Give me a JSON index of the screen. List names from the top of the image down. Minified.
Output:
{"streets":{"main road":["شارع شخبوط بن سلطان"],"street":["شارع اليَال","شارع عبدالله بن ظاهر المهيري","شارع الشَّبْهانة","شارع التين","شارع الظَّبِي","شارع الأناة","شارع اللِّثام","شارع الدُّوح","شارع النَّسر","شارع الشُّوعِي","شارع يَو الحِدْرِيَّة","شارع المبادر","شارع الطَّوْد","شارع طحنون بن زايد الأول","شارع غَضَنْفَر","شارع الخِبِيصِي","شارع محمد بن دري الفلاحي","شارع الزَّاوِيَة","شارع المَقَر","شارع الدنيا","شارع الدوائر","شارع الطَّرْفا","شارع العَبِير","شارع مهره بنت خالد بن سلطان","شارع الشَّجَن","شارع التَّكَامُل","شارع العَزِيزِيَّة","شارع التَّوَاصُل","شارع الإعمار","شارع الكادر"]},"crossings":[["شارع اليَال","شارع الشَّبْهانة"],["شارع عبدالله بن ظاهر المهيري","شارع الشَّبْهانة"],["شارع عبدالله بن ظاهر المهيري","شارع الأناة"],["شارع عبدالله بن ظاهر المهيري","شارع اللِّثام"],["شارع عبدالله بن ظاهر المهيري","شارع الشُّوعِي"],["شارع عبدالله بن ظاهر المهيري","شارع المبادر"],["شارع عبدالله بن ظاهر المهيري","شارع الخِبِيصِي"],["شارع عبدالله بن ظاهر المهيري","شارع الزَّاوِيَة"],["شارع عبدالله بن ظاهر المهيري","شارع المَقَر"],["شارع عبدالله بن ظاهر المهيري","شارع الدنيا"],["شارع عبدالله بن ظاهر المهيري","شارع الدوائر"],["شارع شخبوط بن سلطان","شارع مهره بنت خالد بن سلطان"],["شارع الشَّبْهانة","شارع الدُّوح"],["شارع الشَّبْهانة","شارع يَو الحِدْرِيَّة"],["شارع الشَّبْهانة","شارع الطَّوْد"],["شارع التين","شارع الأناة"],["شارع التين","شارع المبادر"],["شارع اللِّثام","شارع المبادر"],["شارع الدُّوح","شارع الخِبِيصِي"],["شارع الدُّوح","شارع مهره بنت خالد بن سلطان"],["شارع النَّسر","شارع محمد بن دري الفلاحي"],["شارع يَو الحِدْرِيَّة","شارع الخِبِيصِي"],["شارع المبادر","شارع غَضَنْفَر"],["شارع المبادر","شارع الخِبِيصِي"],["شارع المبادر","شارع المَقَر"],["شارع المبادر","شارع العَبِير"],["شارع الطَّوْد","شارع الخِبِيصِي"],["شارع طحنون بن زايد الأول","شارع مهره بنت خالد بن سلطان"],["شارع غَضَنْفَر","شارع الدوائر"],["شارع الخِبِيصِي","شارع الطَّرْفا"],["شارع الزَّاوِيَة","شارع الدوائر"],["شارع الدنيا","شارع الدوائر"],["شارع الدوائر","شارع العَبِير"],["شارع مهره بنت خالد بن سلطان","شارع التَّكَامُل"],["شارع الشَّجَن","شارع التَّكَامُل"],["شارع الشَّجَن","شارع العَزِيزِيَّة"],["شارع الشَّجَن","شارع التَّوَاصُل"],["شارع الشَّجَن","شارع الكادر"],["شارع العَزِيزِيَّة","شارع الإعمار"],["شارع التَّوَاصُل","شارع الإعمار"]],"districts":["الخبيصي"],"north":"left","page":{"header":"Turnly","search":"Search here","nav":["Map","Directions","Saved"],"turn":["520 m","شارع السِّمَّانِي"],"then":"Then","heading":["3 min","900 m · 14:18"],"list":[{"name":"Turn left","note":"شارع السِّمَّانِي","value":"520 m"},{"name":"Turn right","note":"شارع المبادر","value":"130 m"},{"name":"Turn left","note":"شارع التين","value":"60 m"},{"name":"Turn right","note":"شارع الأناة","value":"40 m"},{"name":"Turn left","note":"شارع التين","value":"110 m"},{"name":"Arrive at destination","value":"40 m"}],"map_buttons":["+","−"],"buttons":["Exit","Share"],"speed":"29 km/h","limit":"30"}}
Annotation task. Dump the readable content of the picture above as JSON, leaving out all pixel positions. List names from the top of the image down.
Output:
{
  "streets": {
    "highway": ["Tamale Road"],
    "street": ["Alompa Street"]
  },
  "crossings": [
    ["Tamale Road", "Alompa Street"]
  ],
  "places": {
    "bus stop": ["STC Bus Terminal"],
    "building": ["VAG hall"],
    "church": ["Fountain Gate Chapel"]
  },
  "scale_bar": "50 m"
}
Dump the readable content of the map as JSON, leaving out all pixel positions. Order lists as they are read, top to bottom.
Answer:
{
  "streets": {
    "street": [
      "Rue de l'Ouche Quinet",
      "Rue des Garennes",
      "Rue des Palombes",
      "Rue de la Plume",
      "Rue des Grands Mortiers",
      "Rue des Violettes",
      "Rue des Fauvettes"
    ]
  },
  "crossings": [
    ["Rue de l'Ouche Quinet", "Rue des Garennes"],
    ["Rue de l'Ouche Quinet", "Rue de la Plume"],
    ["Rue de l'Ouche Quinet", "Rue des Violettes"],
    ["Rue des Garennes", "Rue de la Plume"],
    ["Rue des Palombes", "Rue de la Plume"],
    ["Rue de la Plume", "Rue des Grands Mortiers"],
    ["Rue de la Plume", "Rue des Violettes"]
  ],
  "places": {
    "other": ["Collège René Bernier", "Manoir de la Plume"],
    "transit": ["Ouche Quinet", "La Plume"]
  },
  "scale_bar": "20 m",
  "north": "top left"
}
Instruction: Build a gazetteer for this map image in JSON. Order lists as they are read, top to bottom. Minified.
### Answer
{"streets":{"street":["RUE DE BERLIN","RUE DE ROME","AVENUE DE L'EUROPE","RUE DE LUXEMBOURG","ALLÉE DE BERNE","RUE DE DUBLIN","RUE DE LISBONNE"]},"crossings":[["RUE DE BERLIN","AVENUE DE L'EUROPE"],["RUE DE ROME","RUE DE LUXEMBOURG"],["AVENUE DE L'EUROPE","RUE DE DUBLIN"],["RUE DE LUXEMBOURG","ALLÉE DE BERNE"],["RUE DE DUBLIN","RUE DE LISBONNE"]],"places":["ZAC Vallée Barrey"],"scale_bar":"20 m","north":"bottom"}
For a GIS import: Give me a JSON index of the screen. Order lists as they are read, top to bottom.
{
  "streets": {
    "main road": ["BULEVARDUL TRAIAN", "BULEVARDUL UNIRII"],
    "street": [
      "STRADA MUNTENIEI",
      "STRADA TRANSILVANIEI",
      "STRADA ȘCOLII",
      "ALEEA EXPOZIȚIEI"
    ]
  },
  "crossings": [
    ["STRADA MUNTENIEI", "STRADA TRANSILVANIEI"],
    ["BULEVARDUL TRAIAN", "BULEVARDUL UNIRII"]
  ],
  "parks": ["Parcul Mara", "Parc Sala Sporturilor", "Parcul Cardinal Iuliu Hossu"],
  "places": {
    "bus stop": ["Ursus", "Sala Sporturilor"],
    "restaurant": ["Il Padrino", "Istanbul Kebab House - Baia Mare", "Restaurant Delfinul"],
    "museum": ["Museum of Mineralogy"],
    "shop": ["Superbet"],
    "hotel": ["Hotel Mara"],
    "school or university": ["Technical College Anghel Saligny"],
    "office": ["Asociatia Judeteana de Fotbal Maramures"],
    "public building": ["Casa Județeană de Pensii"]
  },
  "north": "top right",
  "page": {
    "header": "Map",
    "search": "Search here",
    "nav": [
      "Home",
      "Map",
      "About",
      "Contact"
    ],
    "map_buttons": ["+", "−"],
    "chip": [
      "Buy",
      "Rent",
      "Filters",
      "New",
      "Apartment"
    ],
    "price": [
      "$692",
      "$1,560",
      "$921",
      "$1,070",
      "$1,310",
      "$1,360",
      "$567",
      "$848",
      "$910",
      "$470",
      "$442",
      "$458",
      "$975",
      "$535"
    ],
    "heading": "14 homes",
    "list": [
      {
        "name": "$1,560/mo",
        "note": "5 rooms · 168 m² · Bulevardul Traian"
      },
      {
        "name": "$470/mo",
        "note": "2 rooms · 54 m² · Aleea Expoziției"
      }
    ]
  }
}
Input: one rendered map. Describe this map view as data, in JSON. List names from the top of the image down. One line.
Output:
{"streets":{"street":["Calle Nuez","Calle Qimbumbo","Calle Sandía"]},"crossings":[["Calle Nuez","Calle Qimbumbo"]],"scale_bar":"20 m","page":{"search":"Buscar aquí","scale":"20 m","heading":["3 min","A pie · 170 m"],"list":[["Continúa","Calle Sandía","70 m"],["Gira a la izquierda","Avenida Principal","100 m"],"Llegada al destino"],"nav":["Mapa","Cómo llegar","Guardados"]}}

- **The problem**:
Above are the records. Copy every line in them holding "Quinet".

- **Response to the exercise**:
      "Rue de l'Ouche Quinet",
    ["Rue de l'Ouche Quinet", "Rue des Garennes"],
    ["Rue de l'Ouche Quinet", "Rue de la Plume"],
    ["Rue de l'Ouche Quinet", "Rue des Violettes"],
    "transit": ["Ouche Quinet", "La Plume"]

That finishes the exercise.